Instructions to follow |
Across all of the records below, determine the number of lines containing the string "margin"; reply with that number only.

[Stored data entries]

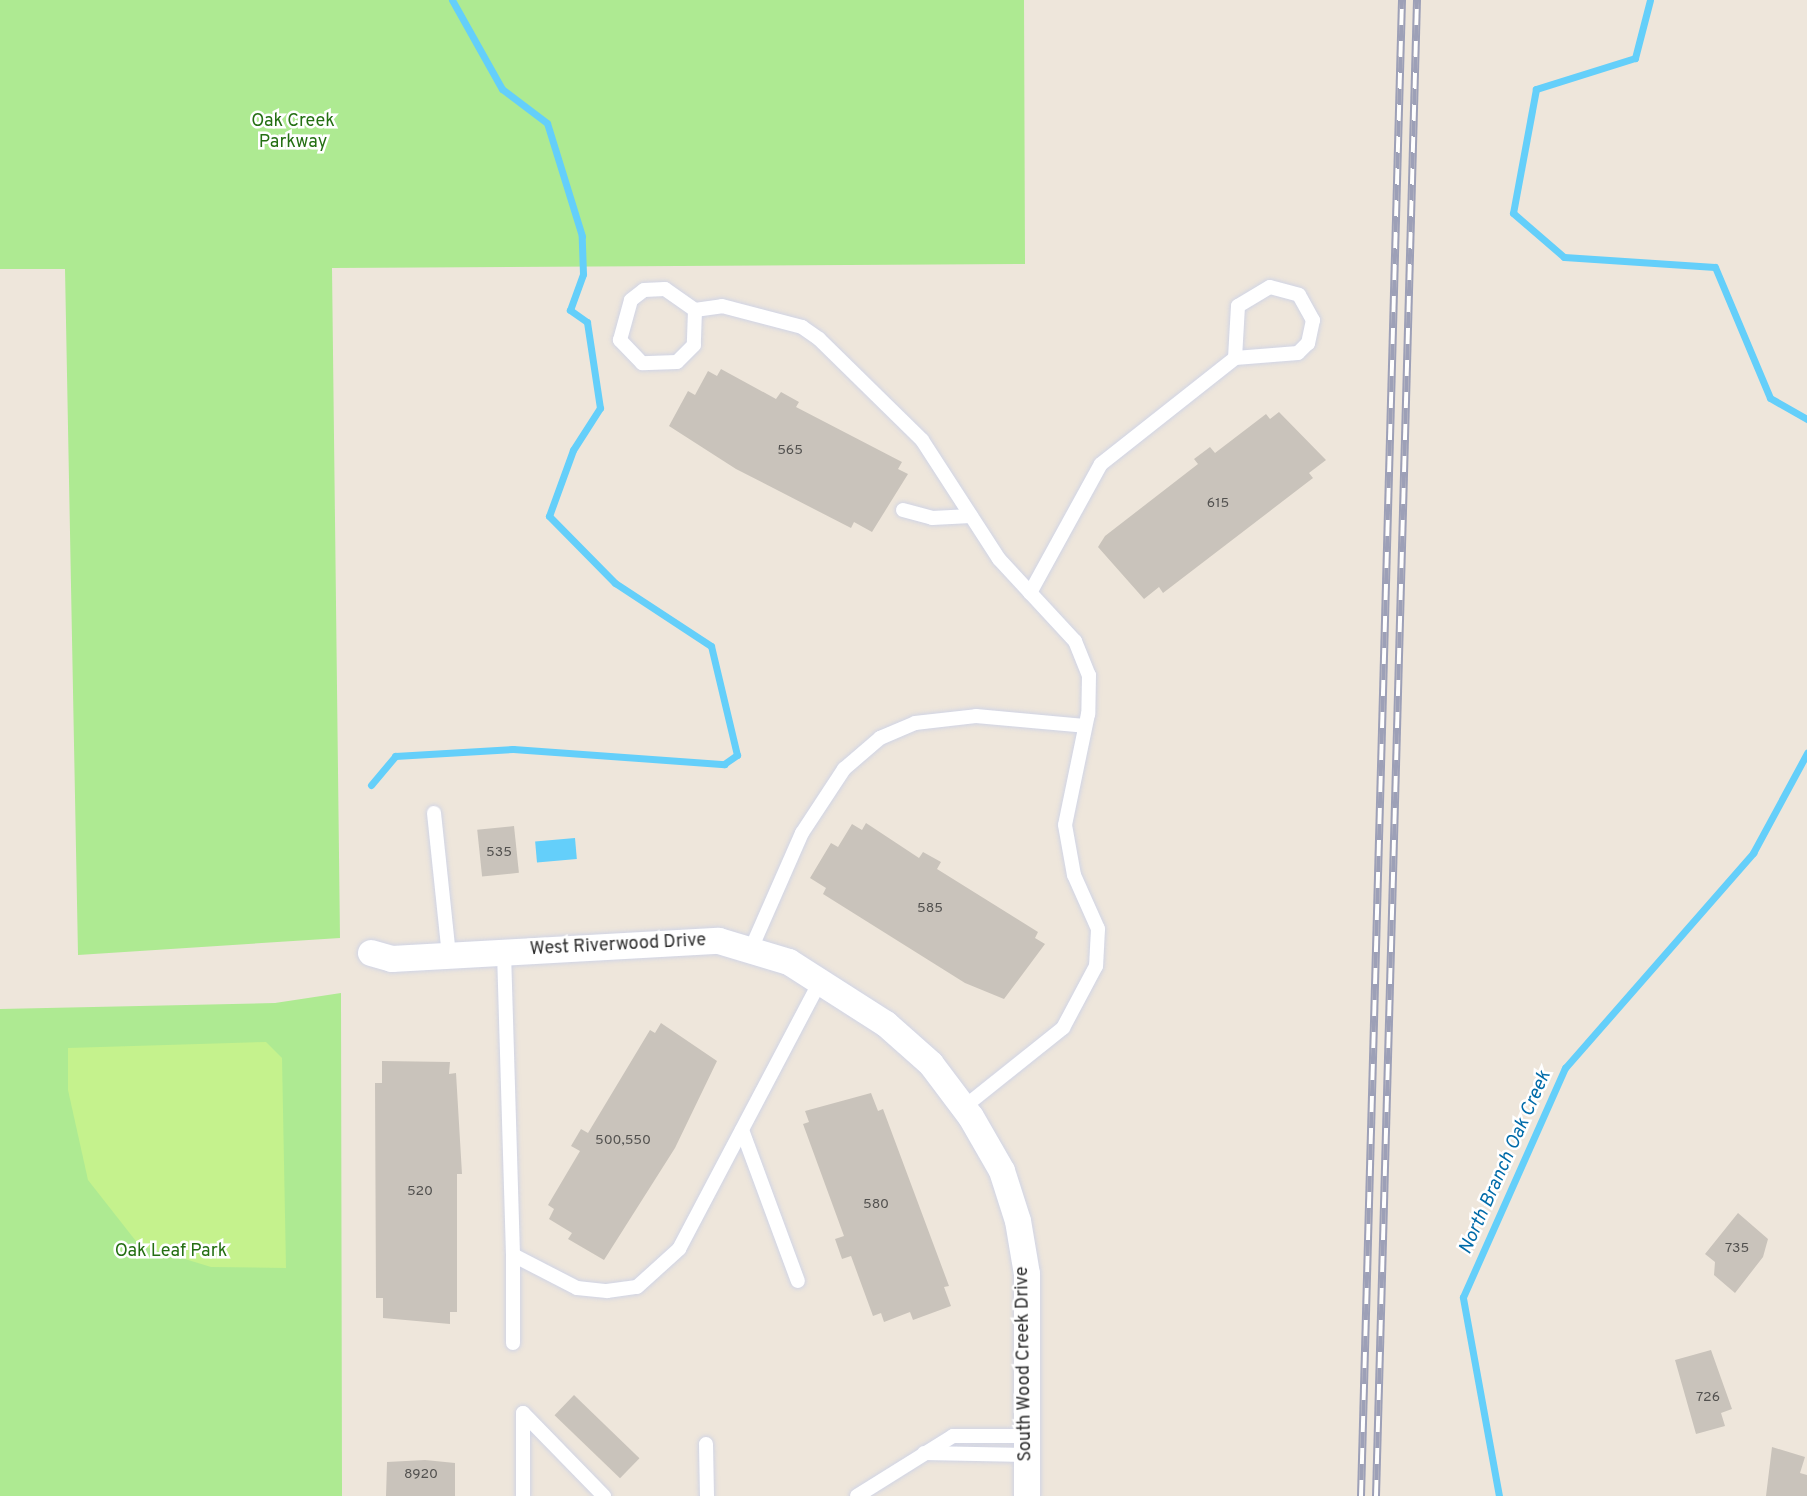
<!DOCTYPE html>
<style>
body{margin:0}
#map{position:relative;width:1807px;height:1496px;overflow:hidden;background:#eee6db;font-family:Overpass,sans-serif}
div>[style]{position:absolute}
.green>*{inset:0;background:#aeea92}
.pitch>*{inset:0;background:#c5f28d}
.water>*{inset:0;background:#64cffa;transform-origin:0 0}
.stream>*{height:7px;margin:-3.5px;padding:0 3.5px;transform-origin:3.5px;border-radius:3.5px;background:#64cffa}
.building>*{inset:0;background:#c9c3bb;transform-origin:0 0}
.roads{filter:drop-shadow(0 0 2px #d0d4e5) drop-shadow(0 0 2px #d0d4e5)}
.lane>*{height:14px;margin:-7px;padding:0 7px;transform-origin:7px;border-radius:7px;background:#fff}
.street>*{height:26px;margin:-13px;padding:0 13px;transform-origin:13px;border-radius:13px;background:#fff}
.rail>*{height:8px;margin-top:-4px;transform-origin:0;background:repeating-linear-gradient(90deg,#fff 0 16px,#9da0b7 0 32px);box-sizing:border-box;border-block:2px solid #9da0b7}
span{translate:-50% -50%;white-space:nowrap;text-align:center;line-height:1.15;-webkit-text-stroke:5px #fff;paint-order:stroke}
.number-label{font-size:14px;color:#52514f}
.number-label span{-webkit-text-stroke-width:0}
.park-label{font-size:18px;color:#246f13}
.street-label{font-size:18px;color:#2b2b2b}
.water-label{font-size:19px;color:#006ba9;font-style:italic}
</style>
<div id="map">
<div class="green">
<div style="clip-path:polygon(0 0,1024px 0,1025px 264px,332px 268px,340px 938px,78px 955px,65px 269px,0 269px)"></div>
<div style="clip-path:polygon(341px 993px,342px 1496px,0 1496px,0 1009px,275px 1003px)"></div>
</div>
<div class="pitch">
<div style="clip-path:polygon(266px 1042px,282px 1058px,286px 1268px,211px 1267px,139px 1245px,88px 1180px,68px 1090px,68px 1048px)"></div>
</div>
<div class="water">
<div style="left:575px;top:838px;width:21px;height:40px;rotate:85deg"></div>
</div>
<div class="stream">
<div style="left:1650px;top:0;width:60px;rotate:104.5deg"></div>
<div style="left:1635px;top:58px;width:104px;rotate:162.6deg"></div>
<div style="left:1536px;top:89px;width:126px;rotate:100.5deg"></div>
<div style="left:1513px;top:213px;width:67px;rotate:40.8deg"></div>
<div style="left:1564px;top:257px;width:151px;rotate:3.8deg"></div>
<div style="left:1715px;top:267px;width:142px;rotate:67.2deg"></div>
<div style="left:1770px;top:398px;width:43px;rotate:29.6deg"></div>
<div style="left:371px;top:785px;width:38px;rotate:-50deg"></div>
<div style="left:395px;top:756px;width:118px;rotate:-3.4deg"></div>
<div style="left:513px;top:749px;width:212px;rotate:4.1deg"></div>
<div style="left:724px;top:764px;width:16px;rotate:-35deg"></div>
<div style="left:737px;top:755px;width:112px;rotate:-103.4deg"></div>
<div style="left:711px;top:646px;width:115px;rotate:-146.7deg"></div>
<div style="left:615px;top:583px;width:94px;rotate:-134.6deg"></div>
<div style="left:549px;top:516px;width:70px;rotate:-70deg"></div>
<div style="left:573px;top:450px;width:50px;rotate:-57.3deg"></div>
<div style="left:600px;top:408px;width:87px;rotate:-98.6deg"></div>
<div style="left:587px;top:322px;width:21px;rotate:-145deg"></div>
<div style="left:570px;top:310px;width:38px;rotate:-70deg"></div>
<div style="left:583px;top:274px;width:38px;rotate:-92deg"></div>
<div style="left:582px;top:236px;width:118px;rotate:-107.2deg"></div>
<div style="left:547px;top:123px;width:56px;rotate:-142.9deg"></div>
<div style="left:502px;top:89px;width:102px;rotate:-119.3deg"></div>
<div style="left:1499px;top:1496px;width:202px;rotate:-100.3deg"></div>
<div style="left:1463px;top:1297px;width:251px;rotate:-66deg"></div>
<div style="left:1565px;top:1068px;width:286px;rotate:-48.8deg"></div>
<div style="left:1753px;top:853px;width:114px;rotate:-61.6deg"></div>
</div>
<div class="building">
<div style="clip-path:polygon(721px 369px,776px 399px,781px 392px,799px 402px,796px 407px,902px 462px,898px 469px,908px 474px,872px 532px,854px 522px,851px 528px,736px 469px,669px 426px,688px 391px,695px 395px,708px 371px,717px 376px)"></div>
<div style="clip-path:polygon(1279px 412px,1326px 460px,1309px 473px,1313px 478px,1163px 593px,1159px 587px,1144px 599px,1098px 547px,1105px 536px,1198px 464px,1194px 459px,1210px 447px,1215px 453px,1266px 414px,1270px 419px)"></div>
<div style="clip-path:polygon(866px 823px,919px 858px,923px 852px,941px 862px,937px 869px,1038px 932px,1035px 938px,1045px 944px,1004px 999px,965px 983px,823px 894px,826px 888px,810px 878px,831px 843px,838px 847px,852px 824px,862px 830px)"></div>
<div style="left:514px;top:826px;width:47px;height:37px;rotate:84deg"></div>
<div style="clip-path:polygon(661px 1023px,717px 1061px,675px 1148px,604px 1260px,568px 1239px,572px 1233px,549px 1219px,554px 1209px,548px 1205px,580px 1151px,571px 1146px,581px 1129px,588px 1133px,650px 1030px,655px 1033px)"></div>
<div style="clip-path:polygon(382px 1061px,450px 1062px,449px 1074px,456px 1073px,462px 1174px,457px 1174px,457px 1312px,450px 1312px,450px 1324px,383px 1318px,383px 1298px,376px 1298px,375px 1083px,382px 1083px)"></div>
<div style="clip-path:polygon(871px 1093px,878px 1111px,883px 1109px,949px 1286px,944px 1287px,951px 1306px,913px 1320px,910px 1312px,884px 1322px,881px 1313px,873px 1316px,851px 1256px,842px 1259px,835px 1239px,844px 1236px,803px 1124px,809px 1122px,805px 1111px)"></div>
<div style="clip-path:polygon(1738px 1213px,1768px 1239px,1763px 1257px,1735px 1293px,1714px 1275px,1715px 1262px,1705px 1254px)"></div>
<div style="clip-path:polygon(1711px 1350px,1732px 1409px,1721px 1413px,1725px 1426px,1696px 1434px,1675px 1360px)"></div>
<div style="left:574px;top:1395px;width:91px;height:28px;rotate:44deg"></div>
<div style="clip-path:polygon(1772px 1447px,1805px 1457px,1800px 1473px,1807px 1475px,1807px 1496px,1766px 1496px)"></div>
<div style="clip-path:polygon(425px 1460px,455px 1463px,455px 1496px,386px 1496px,387px 1462px)"></div>
</div>
<div class="roads">
<div class="lane">
<div style="left:695px;top:310px;width:35px;rotate:92deg"></div>
<div style="left:694px;top:345px;width:24px;rotate:135deg"></div>
<div style="left:677px;top:362px;width:35px;rotate:178deg"></div>
<div style="left:642px;top:363px;width:32px;rotate:-134deg"></div>
<div style="left:620px;top:340px;width:41px;rotate:-74.6deg"></div>
<div style="left:631px;top:300px;width:16px;rotate:-38deg"></div>
<div style="left:644px;top:290px;width:21px;rotate:-3deg"></div>
<div style="left:665px;top:289px;width:37px;rotate:35deg"></div>
<div style="left:695px;top:310px;width:27px;rotate:-8deg"></div>
<div style="left:722px;top:306px;width:83px;rotate:14.7deg"></div>
<div style="left:802px;top:327px;width:21px;rotate:35deg"></div>
<div style="left:819px;top:339px;width:144px;rotate:44.4deg"></div>
<div style="left:922px;top:440px;width:142px;rotate:57.1deg"></div>
<div style="left:999px;top:559px;width:112px;rotate:47.2deg"></div>
<div style="left:1075px;top:641px;width:37px;rotate:68deg"></div>
<div style="left:1089px;top:675px;width:39px;rotate:91deg"></div>
<div style="left:1088px;top:714px;width:113px;rotate:101.7deg"></div>
<div style="left:1065px;top:825px;width:51px;rotate:79.8deg"></div>
<div style="left:1074px;top:875px;width:59px;rotate:66deg"></div>
<div style="left:1098px;top:929px;width:37px;rotate:93deg"></div>
<div style="left:1096px;top:966px;width:70px;rotate:118deg"></div>
<div style="left:1063px;top:1028px;width:127px;rotate:141.4deg"></div>
<div style="left:903px;top:510px;width:30px;rotate:15deg"></div>
<div style="left:932px;top:518px;width:39px;rotate:-3deg"></div>
<div style="left:1030px;top:593px;width:147px;rotate:-61.2deg"></div>
<div style="left:1101px;top:464px;width:171px;rotate:-38.3deg"></div>
<div style="left:1235px;top:358px;width:52px;rotate:-86.7deg"></div>
<div style="left:1238px;top:306px;width:37px;rotate:-31deg"></div>
<div style="left:1270px;top:287px;width:30px;rotate:15deg"></div>
<div style="left:1299px;top:295px;width:29px;rotate:61deg"></div>
<div style="left:1313px;top:320px;width:24px;rotate:102deg"></div>
<div style="left:1308px;top:343px;width:14px;rotate:135deg"></div>
<div style="left:1298px;top:353px;width:63px;rotate:175.5deg"></div>
<div style="left:434px;top:813px;width:144px;rotate:84deg"></div>
<div style="left:751px;top:949px;width:127px;rotate:-66.3deg"></div>
<div style="left:802px;top:833px;width:77px;rotate:-56.7deg"></div>
<div style="left:844px;top:769px;width:48px;rotate:-40.7deg"></div>
<div style="left:880px;top:738px;width:38px;rotate:-23deg"></div>
<div style="left:915px;top:723px;width:61px;rotate:-6.5deg"></div>
<div style="left:976px;top:716px;width:109px;rotate:5.2deg"></div>
<div style="left:504px;top:952px;width:303px;rotate:88.3deg"></div>
<div style="left:513px;top:1255px;width:72px;rotate:27.3deg"></div>
<div style="left:577px;top:1288px;width:30px;rotate:6deg"></div>
<div style="left:607px;top:1291px;width:30px;rotate:-8deg"></div>
<div style="left:637px;top:1287px;width:57px;rotate:-42.1deg"></div>
<div style="left:679px;top:1249px;width:306px;rotate:-62.2deg"></div>
<div style="left:742px;top:1130px;width:161px;rotate:69.7deg"></div>
<div style="left:513px;top:1255px;width:88px;rotate:90deg"></div>
<div style="left:706px;top:1444px;width:52px;rotate:88.9deg"></div>
<div style="left:924px;top:1453px;width:103px;rotate:1.1deg"></div>
<div style="left:523px;top:1496px;width:83px;rotate:-90deg"></div>
<div style="left:523px;top:1413px;width:116px;rotate:45.7deg"></div>
<div style="left:857px;top:1496px;width:113px;rotate:-32deg"></div>
<div style="left:953px;top:1436px;width:75px"></div>
</div>
<div class="street">
<div style="left:371px;top:953px;width:22px;rotate:16deg"></div>
<div style="left:392px;top:959px;width:327px;rotate:-3.2deg"></div>
<div style="left:719px;top:941px;width:73px;rotate:16.7deg"></div>
<div style="left:789px;top:962px;width:115px;rotate:32.6deg"></div>
<div style="left:886px;top:1024px;width:60px;rotate:41.6deg"></div>
<div style="left:931px;top:1064px;width:66px;rotate:53deg"></div>
<div style="left:971px;top:1117px;width:62px;rotate:60.1deg"></div>
<div style="left:1002px;top:1171px;width:52px;rotate:72.3deg"></div>
<div style="left:1018px;top:1221px;width:54px;rotate:80.4deg"></div>
<div style="left:1027px;top:1274px;width:222px;rotate:90deg"></div>
</div>
</div>
<div class="rail">
<div style="left:1361px;top:1496px;width:1497px;rotate:-88.43deg"></div>
<div style="left:1376px;top:1496px;width:1497px;rotate:-88.43deg"></div>
</div>
<div class="number-label">
<span style="left:790px;top:451px">565</span>
<span style="left:1218px;top:504px">615</span>
<span style="left:499px;top:853px">535</span>
<span style="left:930px;top:909px">585</span>
<span style="left:623px;top:1141px">500,550</span>
<span style="left:420px;top:1192px">520</span>
<span style="left:876px;top:1205px">580</span>
<span style="left:1737px;top:1249px">735</span>
<span style="left:1708px;top:1398px">726</span>
<span style="left:421px;top:1475px">8920</span>
</div>
<div class="park-label">
<span style="left:293px;top:133px">Oak Creek<br>Parkway</span>
<span style="left:171px;top:1252px">Oak Leaf Park</span>
</div>
<div class="street-label">
<span style="left:618px;top:946px;rotate:-3deg">West Riverwood Drive</span>
<span style="left:1025px;top:1364px;rotate:-91deg">South Wood Creek Drive</span>
</div>
<div class="water-label">
<span style="left:1506px;top:1163px;rotate:-66deg">North Branch Oak Creek</span>
</div>
</div>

Written solution |
5